Suffocated by Tribunals

Suffocated by Tribunals

Britain has built a parallel justice system that operates less as an escape valve for the courts and more as an industrialised grievance machine, a new Centre for Policy Studies paper argues.

‘Suffocated by Tribunals’, written by Alan Hibben and Robert Colvile, shows how misaligned incentives, overly broad legislation and the expanding reach of human rights law have created a system where the rational response for employers and public bodies is to settle, regardless of whether a claim has merit.

Judges themselves repeatedly describe proceedings before them as pointless or disproportionate. The paper highlights several ludicrous examples, such as a service charge dispute reduced by just £400 after costs running to many multiples of that sum; a taxpayer awarded £1 in costs after a full hearing; and 30 years of complaints and FOI litigation over a personal grievance, at no cost to the requester at any stage.

The SEND appeals are perhaps the starkest example. Cases have risen from around 3,500 a year in 2015/16 to nearly 24,000 in 2024/25. Councils contest them and lose almost every time, spending tens of millions of pounds on litigation rather than provision.

Then there are pay claims: under the ‘equal value’ doctrine, tribunals assess job worth through a bizarre points system with little reference to what the market will pay.
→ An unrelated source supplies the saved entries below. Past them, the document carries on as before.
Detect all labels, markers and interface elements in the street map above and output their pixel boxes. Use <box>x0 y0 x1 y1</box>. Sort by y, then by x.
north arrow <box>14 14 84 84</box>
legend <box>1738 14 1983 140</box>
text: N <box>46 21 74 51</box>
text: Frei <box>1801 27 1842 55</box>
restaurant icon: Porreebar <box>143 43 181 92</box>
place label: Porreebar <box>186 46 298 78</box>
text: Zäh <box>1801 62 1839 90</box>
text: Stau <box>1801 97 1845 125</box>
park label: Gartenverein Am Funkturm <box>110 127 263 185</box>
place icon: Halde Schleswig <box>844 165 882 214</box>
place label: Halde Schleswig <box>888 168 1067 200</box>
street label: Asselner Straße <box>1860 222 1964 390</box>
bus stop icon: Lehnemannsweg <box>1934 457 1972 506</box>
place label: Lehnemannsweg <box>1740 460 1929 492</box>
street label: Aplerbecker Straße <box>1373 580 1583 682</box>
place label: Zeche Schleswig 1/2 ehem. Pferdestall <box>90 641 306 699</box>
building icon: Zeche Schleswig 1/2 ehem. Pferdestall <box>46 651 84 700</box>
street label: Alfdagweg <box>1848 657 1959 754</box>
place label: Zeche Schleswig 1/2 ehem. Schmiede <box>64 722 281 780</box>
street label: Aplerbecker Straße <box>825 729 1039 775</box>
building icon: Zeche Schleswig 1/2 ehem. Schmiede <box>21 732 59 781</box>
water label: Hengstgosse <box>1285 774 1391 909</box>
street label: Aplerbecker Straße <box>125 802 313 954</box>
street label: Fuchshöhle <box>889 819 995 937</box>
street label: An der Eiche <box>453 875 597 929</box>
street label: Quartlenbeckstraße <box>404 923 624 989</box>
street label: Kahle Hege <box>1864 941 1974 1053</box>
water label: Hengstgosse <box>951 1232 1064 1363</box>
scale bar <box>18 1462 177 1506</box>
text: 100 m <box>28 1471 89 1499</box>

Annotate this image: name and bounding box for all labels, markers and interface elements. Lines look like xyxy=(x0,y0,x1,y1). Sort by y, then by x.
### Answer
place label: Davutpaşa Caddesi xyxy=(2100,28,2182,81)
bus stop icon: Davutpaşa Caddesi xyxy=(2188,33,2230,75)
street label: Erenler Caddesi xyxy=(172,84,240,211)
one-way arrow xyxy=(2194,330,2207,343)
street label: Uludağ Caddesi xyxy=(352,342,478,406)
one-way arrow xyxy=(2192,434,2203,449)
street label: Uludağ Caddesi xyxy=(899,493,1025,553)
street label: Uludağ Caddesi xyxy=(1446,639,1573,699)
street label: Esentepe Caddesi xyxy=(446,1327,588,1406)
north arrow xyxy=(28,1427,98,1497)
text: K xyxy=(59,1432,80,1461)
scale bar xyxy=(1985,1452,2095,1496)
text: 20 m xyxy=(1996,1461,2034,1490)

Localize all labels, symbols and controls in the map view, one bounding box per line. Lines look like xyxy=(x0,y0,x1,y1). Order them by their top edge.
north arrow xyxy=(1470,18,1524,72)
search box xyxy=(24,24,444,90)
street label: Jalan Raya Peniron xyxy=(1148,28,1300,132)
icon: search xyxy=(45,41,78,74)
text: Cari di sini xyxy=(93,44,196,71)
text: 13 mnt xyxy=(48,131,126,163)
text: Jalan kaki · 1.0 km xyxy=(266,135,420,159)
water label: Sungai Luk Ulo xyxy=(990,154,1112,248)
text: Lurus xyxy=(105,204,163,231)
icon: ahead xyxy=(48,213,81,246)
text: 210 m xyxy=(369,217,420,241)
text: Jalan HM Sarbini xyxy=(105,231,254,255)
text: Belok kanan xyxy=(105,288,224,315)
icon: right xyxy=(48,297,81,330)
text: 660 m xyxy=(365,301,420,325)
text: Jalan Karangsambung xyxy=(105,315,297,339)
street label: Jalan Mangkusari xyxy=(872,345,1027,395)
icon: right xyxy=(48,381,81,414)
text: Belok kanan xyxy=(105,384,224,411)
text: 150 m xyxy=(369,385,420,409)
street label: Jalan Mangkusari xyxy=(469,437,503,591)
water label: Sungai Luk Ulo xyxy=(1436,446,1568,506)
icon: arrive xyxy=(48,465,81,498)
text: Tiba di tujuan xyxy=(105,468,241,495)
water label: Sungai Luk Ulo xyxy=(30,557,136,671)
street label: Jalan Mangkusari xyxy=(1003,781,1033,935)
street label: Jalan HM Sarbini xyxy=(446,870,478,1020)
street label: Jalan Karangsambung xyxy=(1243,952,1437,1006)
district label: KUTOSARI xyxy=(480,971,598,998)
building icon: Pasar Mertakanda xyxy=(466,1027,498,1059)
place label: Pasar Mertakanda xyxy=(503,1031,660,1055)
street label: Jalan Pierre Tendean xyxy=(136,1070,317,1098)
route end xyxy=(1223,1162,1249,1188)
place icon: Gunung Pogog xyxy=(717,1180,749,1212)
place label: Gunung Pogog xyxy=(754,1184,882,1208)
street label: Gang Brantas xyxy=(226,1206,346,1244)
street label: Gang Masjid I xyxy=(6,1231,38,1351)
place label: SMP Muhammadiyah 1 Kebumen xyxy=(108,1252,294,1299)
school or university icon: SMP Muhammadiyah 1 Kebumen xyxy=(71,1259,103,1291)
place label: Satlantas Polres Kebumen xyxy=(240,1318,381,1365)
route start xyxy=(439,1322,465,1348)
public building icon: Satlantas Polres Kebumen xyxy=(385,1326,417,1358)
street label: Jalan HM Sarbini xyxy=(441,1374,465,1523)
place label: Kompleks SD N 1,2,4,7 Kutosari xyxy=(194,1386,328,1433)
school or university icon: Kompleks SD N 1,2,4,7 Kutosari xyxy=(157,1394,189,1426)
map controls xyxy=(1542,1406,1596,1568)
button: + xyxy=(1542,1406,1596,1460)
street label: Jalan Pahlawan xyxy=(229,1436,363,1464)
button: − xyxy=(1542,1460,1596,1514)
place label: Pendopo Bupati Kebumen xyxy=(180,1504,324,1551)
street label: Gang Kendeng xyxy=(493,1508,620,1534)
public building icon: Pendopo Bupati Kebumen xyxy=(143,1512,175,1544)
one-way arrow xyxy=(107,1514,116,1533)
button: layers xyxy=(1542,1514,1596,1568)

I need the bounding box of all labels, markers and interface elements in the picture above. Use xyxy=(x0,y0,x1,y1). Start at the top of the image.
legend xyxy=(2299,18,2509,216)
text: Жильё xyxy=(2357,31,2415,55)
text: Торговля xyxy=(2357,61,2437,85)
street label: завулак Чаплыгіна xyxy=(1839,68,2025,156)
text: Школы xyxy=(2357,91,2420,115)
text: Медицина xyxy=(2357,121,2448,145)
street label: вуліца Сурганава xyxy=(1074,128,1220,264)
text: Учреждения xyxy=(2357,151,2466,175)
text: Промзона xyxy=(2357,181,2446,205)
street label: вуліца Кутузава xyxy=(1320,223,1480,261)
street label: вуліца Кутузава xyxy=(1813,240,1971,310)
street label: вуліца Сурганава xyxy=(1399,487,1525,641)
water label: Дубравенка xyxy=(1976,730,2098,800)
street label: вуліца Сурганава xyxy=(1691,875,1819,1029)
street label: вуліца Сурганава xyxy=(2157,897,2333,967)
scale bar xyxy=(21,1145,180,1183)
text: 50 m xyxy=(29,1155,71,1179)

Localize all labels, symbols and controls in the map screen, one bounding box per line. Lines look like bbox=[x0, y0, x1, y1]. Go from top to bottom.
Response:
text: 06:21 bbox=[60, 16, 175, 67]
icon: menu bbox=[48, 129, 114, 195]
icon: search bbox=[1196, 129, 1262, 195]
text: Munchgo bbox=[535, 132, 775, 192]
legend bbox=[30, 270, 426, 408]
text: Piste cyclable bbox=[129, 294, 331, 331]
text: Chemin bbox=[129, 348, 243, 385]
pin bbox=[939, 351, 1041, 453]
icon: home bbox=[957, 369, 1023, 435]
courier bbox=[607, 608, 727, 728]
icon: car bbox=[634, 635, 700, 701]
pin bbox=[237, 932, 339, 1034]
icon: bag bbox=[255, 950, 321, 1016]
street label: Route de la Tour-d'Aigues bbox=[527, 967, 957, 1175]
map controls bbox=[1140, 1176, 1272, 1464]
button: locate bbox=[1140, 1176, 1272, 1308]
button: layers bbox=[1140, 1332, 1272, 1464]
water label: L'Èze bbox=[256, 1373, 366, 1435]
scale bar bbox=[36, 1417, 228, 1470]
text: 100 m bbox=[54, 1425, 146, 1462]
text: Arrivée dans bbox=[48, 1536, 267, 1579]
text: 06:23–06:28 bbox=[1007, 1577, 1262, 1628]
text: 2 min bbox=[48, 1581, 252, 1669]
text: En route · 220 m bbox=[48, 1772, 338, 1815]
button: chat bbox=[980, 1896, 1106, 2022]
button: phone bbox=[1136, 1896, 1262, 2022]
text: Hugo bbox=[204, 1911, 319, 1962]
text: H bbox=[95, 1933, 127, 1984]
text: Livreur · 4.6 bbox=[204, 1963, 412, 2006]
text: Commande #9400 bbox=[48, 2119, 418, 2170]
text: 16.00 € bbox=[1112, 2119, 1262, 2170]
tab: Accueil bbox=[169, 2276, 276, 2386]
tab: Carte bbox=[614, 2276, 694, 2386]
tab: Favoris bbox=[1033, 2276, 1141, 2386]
Supercharged by no win, no fee litigation, this has already cost Birmingham and Glasgow approximately £1.3 billion each and is now working through every major retailer.

The report proposes six solutions, including modest means-tested fees for lodging tribunal complaints; a default costs rule for parties who push on past a clear warning; a proportionality gate to prevent processes exceeding the sum in dispute; and separating SEND diagnosis from automatic statutory entitlement.